-- Exercise aim --
From the line that includes "For a GIS import: Serialize" to the last line of the records, inclusive, repeat each line exactly.
---- Dataset content
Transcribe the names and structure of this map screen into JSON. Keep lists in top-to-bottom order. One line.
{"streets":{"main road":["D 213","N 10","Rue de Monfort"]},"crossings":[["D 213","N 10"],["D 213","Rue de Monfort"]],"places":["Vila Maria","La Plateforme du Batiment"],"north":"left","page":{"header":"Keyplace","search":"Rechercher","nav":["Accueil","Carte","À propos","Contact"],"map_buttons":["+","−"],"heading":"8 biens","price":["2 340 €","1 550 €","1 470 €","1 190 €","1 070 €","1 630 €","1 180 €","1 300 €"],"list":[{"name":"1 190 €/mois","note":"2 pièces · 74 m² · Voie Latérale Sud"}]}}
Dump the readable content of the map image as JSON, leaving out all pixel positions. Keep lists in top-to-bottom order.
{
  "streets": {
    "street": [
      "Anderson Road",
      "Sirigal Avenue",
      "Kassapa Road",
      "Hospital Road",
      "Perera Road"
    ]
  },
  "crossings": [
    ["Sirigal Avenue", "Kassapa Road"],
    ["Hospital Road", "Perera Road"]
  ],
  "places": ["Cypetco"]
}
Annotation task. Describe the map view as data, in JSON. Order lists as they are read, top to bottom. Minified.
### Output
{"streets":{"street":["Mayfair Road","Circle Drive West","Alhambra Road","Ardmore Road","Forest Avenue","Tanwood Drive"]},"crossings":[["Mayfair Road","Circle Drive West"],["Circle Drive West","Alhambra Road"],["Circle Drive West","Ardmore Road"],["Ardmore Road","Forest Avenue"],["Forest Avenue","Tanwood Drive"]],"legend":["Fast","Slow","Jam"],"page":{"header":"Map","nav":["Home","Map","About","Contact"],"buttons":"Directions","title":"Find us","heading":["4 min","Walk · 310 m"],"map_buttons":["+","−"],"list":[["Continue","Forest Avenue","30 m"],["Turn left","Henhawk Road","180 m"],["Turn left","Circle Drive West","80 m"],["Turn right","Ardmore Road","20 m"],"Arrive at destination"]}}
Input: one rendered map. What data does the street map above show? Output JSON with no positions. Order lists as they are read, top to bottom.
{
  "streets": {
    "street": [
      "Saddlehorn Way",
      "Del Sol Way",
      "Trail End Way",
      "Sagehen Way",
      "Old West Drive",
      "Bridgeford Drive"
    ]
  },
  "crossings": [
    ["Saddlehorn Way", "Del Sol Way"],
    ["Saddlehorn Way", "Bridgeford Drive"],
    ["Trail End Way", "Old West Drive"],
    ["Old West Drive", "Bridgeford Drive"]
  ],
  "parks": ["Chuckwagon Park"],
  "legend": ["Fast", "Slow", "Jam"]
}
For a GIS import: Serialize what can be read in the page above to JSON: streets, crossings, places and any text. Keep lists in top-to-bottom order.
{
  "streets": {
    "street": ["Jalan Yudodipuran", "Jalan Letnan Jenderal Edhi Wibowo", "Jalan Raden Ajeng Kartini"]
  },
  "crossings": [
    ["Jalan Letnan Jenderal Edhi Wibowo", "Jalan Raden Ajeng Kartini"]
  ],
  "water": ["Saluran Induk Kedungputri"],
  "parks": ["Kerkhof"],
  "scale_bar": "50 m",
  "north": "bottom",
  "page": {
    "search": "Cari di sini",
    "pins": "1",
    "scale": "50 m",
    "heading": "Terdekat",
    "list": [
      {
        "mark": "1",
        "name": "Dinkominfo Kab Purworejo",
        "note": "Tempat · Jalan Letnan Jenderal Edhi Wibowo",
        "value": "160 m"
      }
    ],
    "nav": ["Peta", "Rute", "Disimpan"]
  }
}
--------
-- Result for this exercise --
For a GIS import: Serialize what can be read in the page above to JSON: streets, crossings, places and any text. Keep lists in top-to-bottom order.
{
  "streets": {
    "street": ["Jalan Yudodipuran", "Jalan Letnan Jenderal Edhi Wibowo", "Jalan Raden Ajeng Kartini"]
  },
  "crossings": [
    ["Jalan Letnan Jenderal Edhi Wibowo", "Jalan Raden Ajeng Kartini"]
  ],
  "water": ["Saluran Induk Kedungputri"],
  "parks": ["Kerkhof"],
  "scale_bar": "50 m",
  "north": "bottom",
  "page": {
    "search": "Cari di sini",
    "pins": "1",
    "scale": "50 m",
    "heading": "Terdekat",
    "list": [
      {
        "mark": "1",
        "name": "Dinkominfo Kab Purworejo",
        "note": "Tempat · Jalan Letnan Jenderal Edhi Wibowo",
        "value": "160 m"
      }
    ],
    "nav": ["Peta", "Rute", "Disimpan"]
  }
}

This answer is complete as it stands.